Exercise requirements:
A faithful copy of all the data is the goal; omit the pictures.

--- START ---

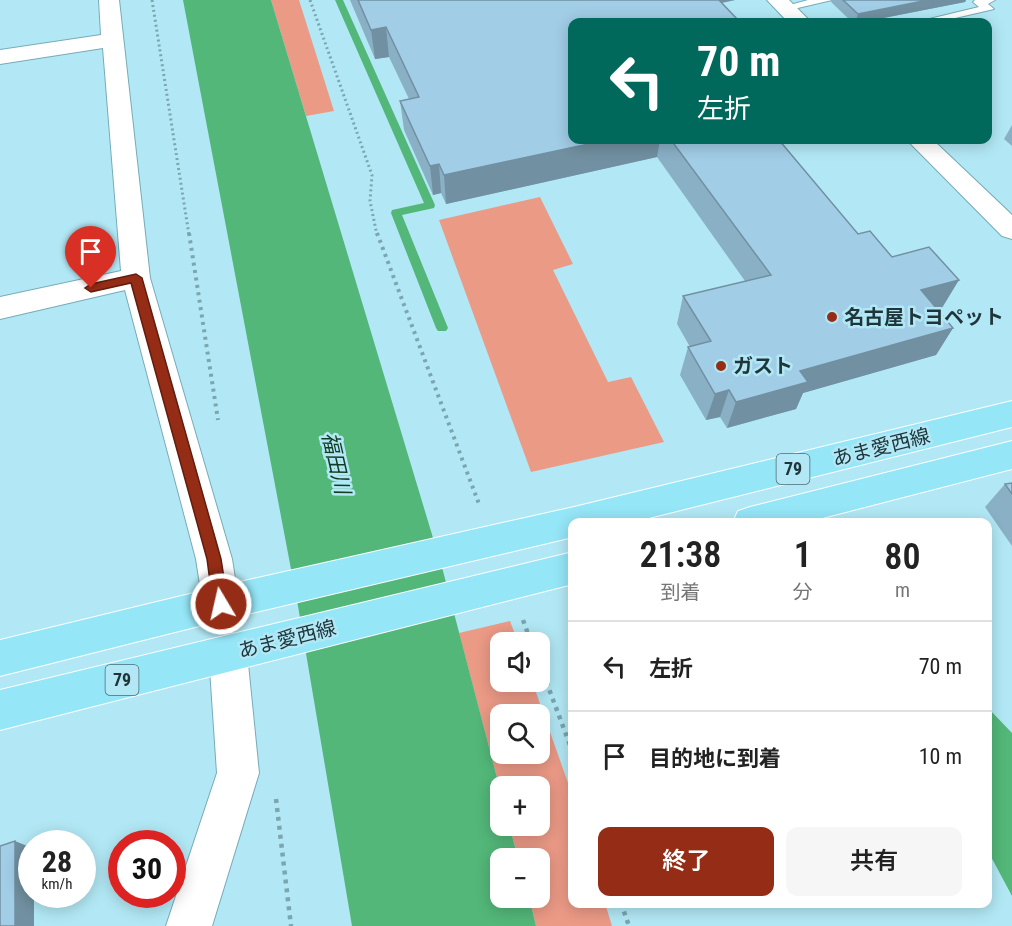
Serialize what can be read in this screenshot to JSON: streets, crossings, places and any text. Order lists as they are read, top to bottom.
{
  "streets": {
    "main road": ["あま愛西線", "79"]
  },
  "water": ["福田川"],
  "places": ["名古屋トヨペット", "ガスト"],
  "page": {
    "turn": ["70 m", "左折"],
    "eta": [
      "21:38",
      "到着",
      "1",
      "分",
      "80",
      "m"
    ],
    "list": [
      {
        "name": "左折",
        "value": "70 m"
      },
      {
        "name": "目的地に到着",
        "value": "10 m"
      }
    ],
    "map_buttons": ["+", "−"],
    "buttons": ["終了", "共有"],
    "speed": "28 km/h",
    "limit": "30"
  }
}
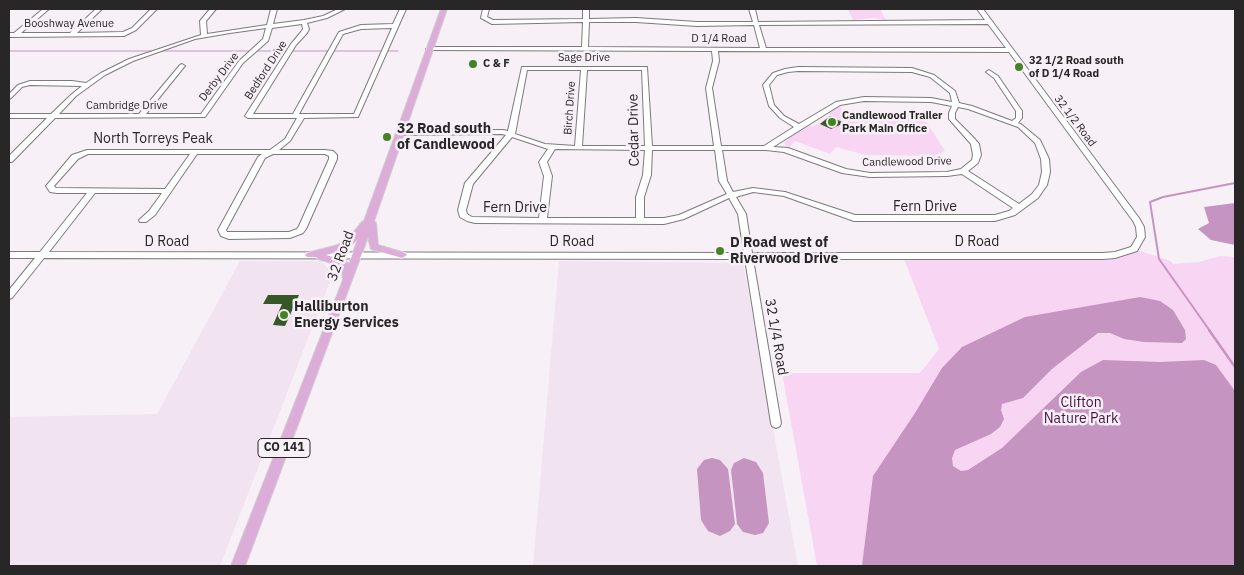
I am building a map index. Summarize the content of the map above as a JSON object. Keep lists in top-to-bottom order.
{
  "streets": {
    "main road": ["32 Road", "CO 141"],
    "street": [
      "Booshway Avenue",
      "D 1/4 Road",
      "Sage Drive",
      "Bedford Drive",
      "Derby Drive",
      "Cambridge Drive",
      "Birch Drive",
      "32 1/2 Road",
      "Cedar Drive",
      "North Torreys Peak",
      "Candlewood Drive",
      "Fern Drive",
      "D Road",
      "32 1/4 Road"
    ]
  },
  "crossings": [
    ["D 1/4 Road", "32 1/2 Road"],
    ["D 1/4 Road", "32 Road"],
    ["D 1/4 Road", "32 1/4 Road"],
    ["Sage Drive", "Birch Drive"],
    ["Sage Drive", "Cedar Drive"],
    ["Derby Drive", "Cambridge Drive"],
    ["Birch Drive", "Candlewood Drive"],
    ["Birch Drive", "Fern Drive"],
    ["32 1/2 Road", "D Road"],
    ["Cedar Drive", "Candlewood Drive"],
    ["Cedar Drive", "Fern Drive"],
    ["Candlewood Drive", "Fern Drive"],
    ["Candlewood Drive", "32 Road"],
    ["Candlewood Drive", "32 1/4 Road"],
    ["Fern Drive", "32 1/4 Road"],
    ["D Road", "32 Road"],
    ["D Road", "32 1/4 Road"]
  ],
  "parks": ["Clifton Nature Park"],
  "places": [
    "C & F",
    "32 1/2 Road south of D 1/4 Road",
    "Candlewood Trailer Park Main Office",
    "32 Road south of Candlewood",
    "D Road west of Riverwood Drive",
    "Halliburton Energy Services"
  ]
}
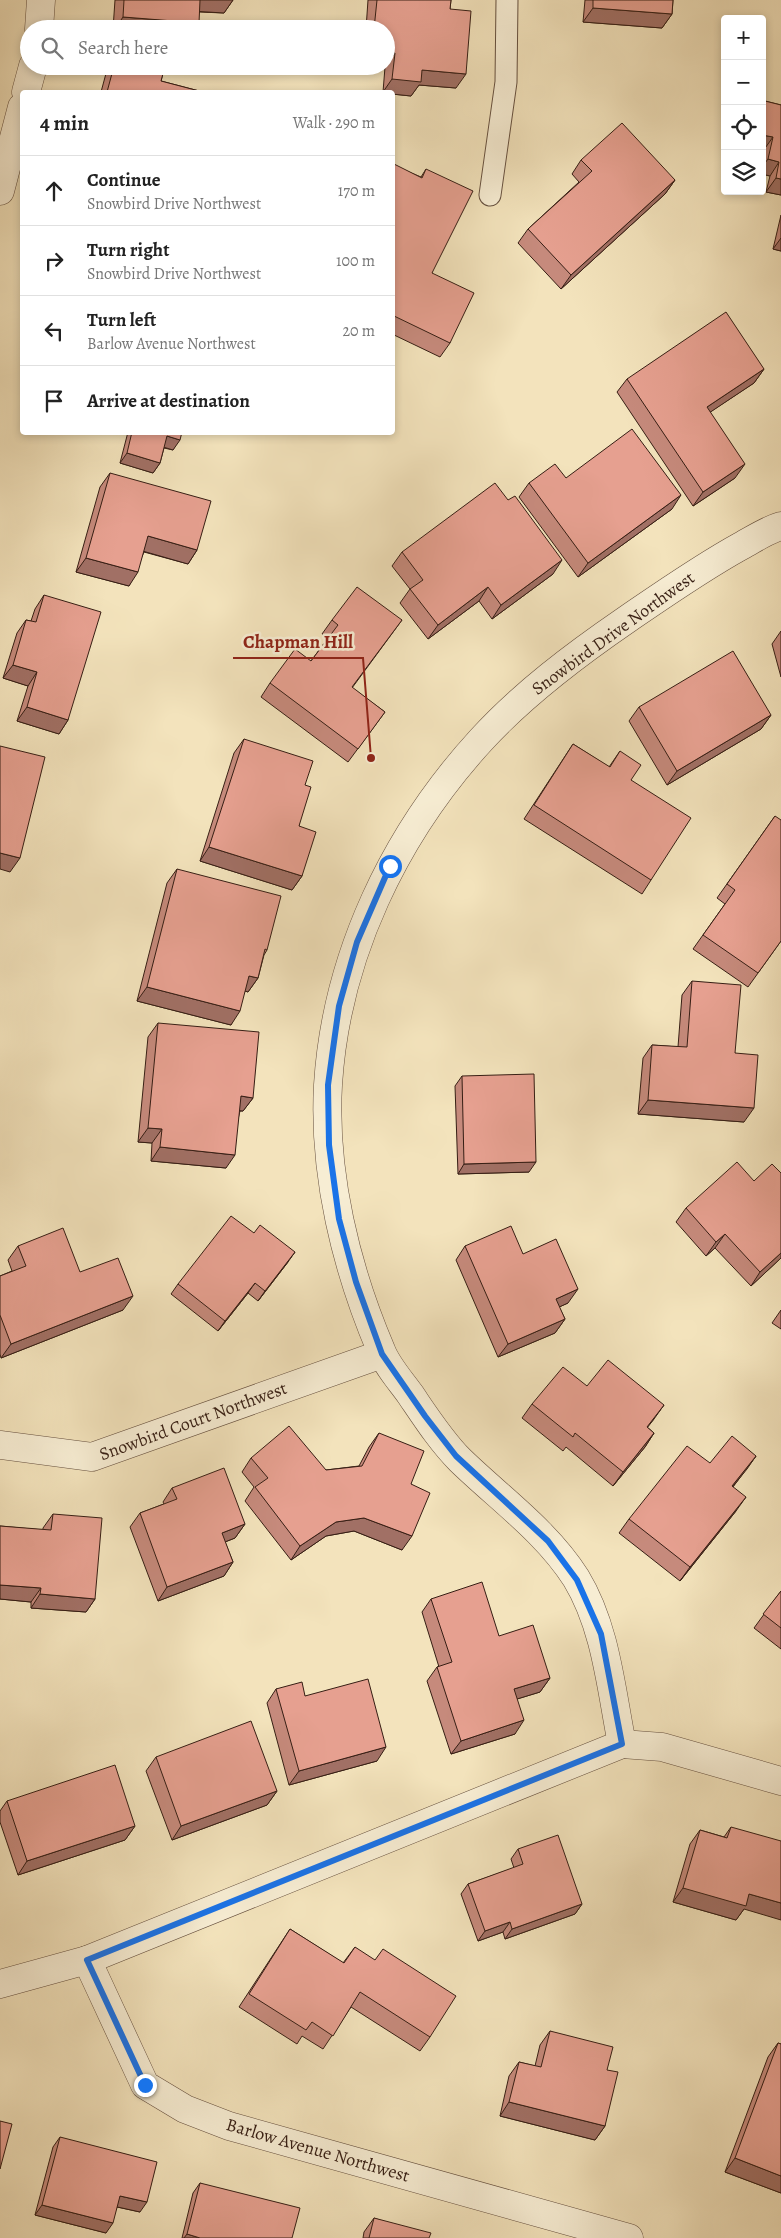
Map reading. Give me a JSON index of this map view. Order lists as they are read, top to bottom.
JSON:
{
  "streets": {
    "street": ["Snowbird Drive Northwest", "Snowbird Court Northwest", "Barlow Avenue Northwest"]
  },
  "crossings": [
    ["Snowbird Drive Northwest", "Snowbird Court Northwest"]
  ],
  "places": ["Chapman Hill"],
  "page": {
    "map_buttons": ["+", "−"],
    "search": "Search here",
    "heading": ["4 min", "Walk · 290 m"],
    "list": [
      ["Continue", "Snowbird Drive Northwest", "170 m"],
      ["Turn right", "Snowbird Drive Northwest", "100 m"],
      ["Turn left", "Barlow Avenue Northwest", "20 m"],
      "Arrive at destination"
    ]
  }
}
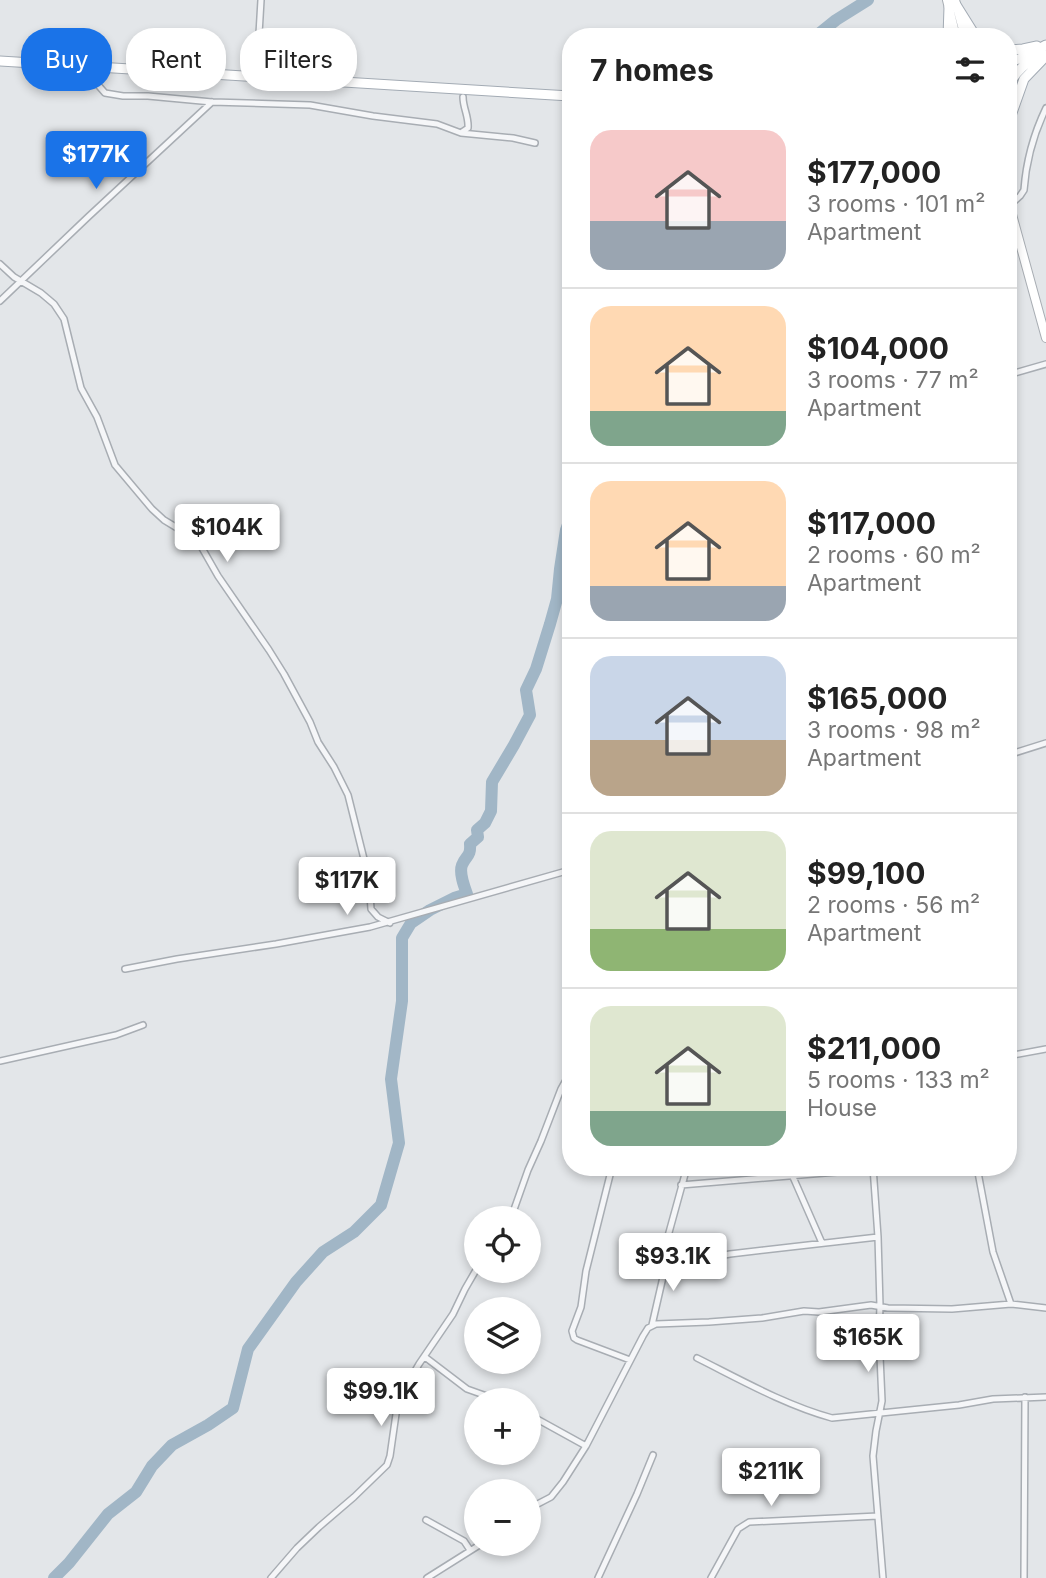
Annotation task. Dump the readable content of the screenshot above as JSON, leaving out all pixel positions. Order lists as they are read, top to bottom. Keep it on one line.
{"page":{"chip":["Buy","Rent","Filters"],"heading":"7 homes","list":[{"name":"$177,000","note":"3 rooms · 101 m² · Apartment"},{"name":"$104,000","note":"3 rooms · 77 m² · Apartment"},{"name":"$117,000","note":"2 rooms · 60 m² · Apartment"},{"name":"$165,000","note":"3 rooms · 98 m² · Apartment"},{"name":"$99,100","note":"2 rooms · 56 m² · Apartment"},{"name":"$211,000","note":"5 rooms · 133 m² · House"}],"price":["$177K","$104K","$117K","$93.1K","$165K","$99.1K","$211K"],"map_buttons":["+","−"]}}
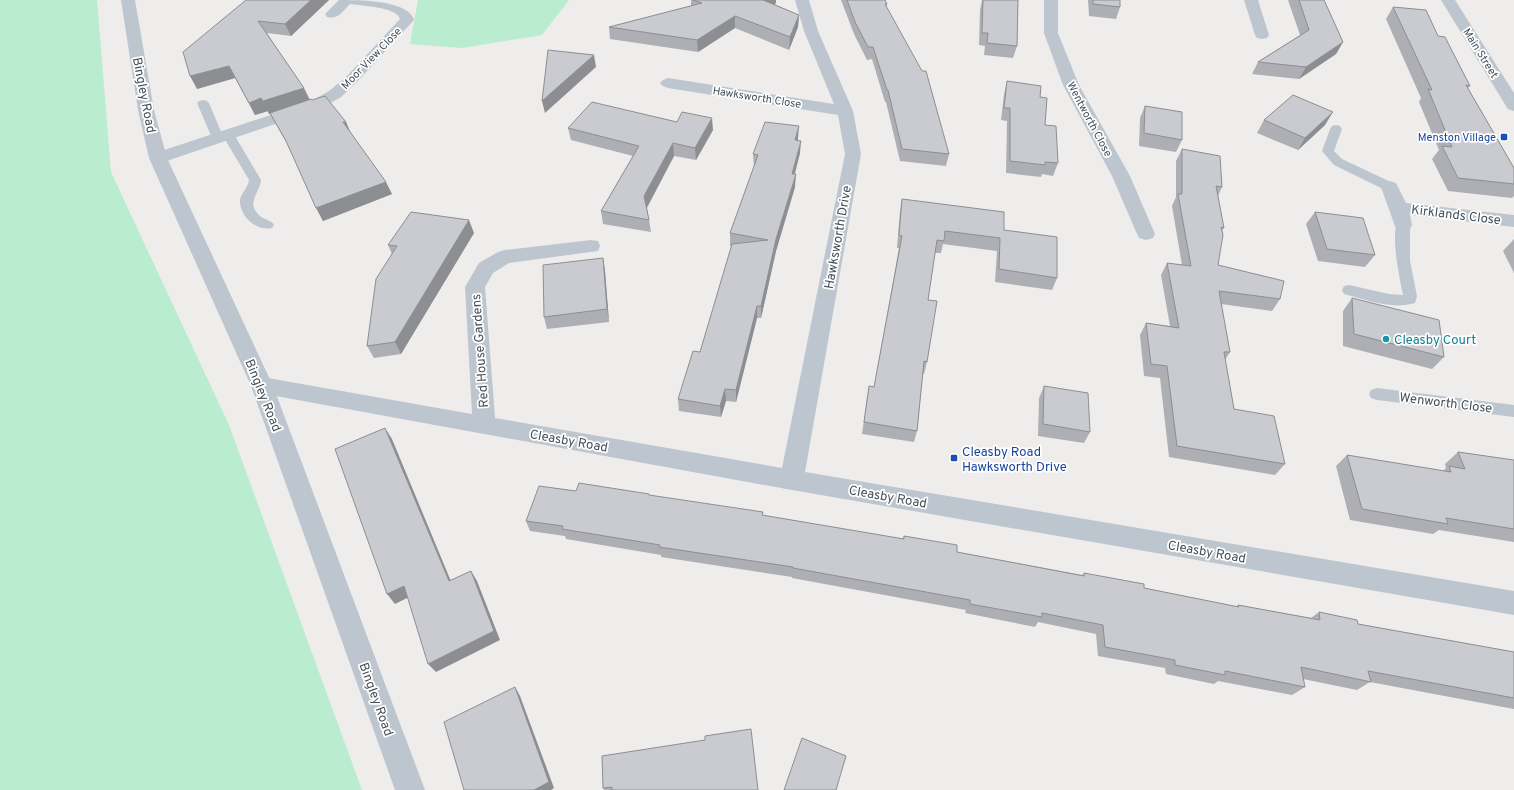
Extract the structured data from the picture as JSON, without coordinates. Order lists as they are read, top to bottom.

--- END ---

Output for this task:
Serialize what can be read in this screenshot to JSON: streets, crossings, places and any text. Order lists as they are read, top to bottom.
{
  "streets": {
    "main road": ["あま愛西線", "79"]
  },
  "water": ["福田川"],
  "places": ["名古屋トヨペット", "ガスト"],
  "page": {
    "turn": ["70 m", "左折"],
    "eta": [
      "21:38",
      "到着",
      "1",
      "分",
      "80",
      "m"
    ],
    "list": [
      {
        "name": "左折",
        "value": "70 m"
      },
      {
        "name": "目的地に到着",
        "value": "10 m"
      }
    ],
    "map_buttons": ["+", "−"],
    "buttons": ["終了", "共有"],
    "speed": "28 km/h",
    "limit": "30"
  }
}
I am building a map index. Summarize the content of the map above as a JSON object. Keep lists in top-to-bottom order.
{
  "streets": {
    "main road": ["32 Road", "CO 141"],
    "street": [
      "Booshway Avenue",
      "D 1/4 Road",
      "Sage Drive",
      "Bedford Drive",
      "Derby Drive",
      "Cambridge Drive",
      "Birch Drive",
      "32 1/2 Road",
      "Cedar Drive",
      "North Torreys Peak",
      "Candlewood Drive",
      "Fern Drive",
      "D Road",
      "32 1/4 Road"
    ]
  },
  "crossings": [
    ["D 1/4 Road", "32 1/2 Road"],
    ["D 1/4 Road", "32 Road"],
    ["D 1/4 Road", "32 1/4 Road"],
    ["Sage Drive", "Birch Drive"],
    ["Sage Drive", "Cedar Drive"],
    ["Derby Drive", "Cambridge Drive"],
    ["Birch Drive", "Candlewood Drive"],
    ["Birch Drive", "Fern Drive"],
    ["32 1/2 Road", "D Road"],
    ["Cedar Drive", "Candlewood Drive"],
    ["Cedar Drive", "Fern Drive"],
    ["Candlewood Drive", "Fern Drive"],
    ["Candlewood Drive", "32 Road"],
    ["Candlewood Drive", "32 1/4 Road"],
    ["Fern Drive", "32 1/4 Road"],
    ["D Road", "32 Road"],
    ["D Road", "32 1/4 Road"]
  ],
  "parks": ["Clifton Nature Park"],
  "places": [
    "C & F",
    "32 1/2 Road south of D 1/4 Road",
    "Candlewood Trailer Park Main Office",
    "32 Road south of Candlewood",
    "D Road west of Riverwood Drive",
    "Halliburton Energy Services"
  ]
}
Map reading. Give me a JSON index of this map view. Order lists as they are read, top to bottom.
JSON:
{
  "streets": {
    "street": ["Snowbird Drive Northwest", "Snowbird Court Northwest", "Barlow Avenue Northwest"]
  },
  "crossings": [
    ["Snowbird Drive Northwest", "Snowbird Court Northwest"]
  ],
  "places": ["Chapman Hill"],
  "page": {
    "map_buttons": ["+", "−"],
    "search": "Search here",
    "heading": ["4 min", "Walk · 290 m"],
    "list": [
      ["Continue", "Snowbird Drive Northwest", "170 m"],
      ["Turn right", "Snowbird Drive Northwest", "100 m"],
      ["Turn left", "Barlow Avenue Northwest", "20 m"],
      "Arrive at destination"
    ]
  }
}
Annotation task. Dump the readable content of the screenshot above as JSON, leaving out all pixel positions. Order lists as they are read, top to bottom. Keep it on one line.
{"page":{"chip":["Buy","Rent","Filters"],"heading":"7 homes","list":[{"name":"$177,000","note":"3 rooms · 101 m² · Apartment"},{"name":"$104,000","note":"3 rooms · 77 m² · Apartment"},{"name":"$117,000","note":"2 rooms · 60 m² · Apartment"},{"name":"$165,000","note":"3 rooms · 98 m² · Apartment"},{"name":"$99,100","note":"2 rooms · 56 m² · Apartment"},{"name":"$211,000","note":"5 rooms · 133 m² · House"}],"price":["$177K","$104K","$117K","$93.1K","$165K","$99.1K","$211K"],"map_buttons":["+","−"]}}
Extract the structured data from the picture as JSON, without coordinates. Order lists as they are read, top to bottom.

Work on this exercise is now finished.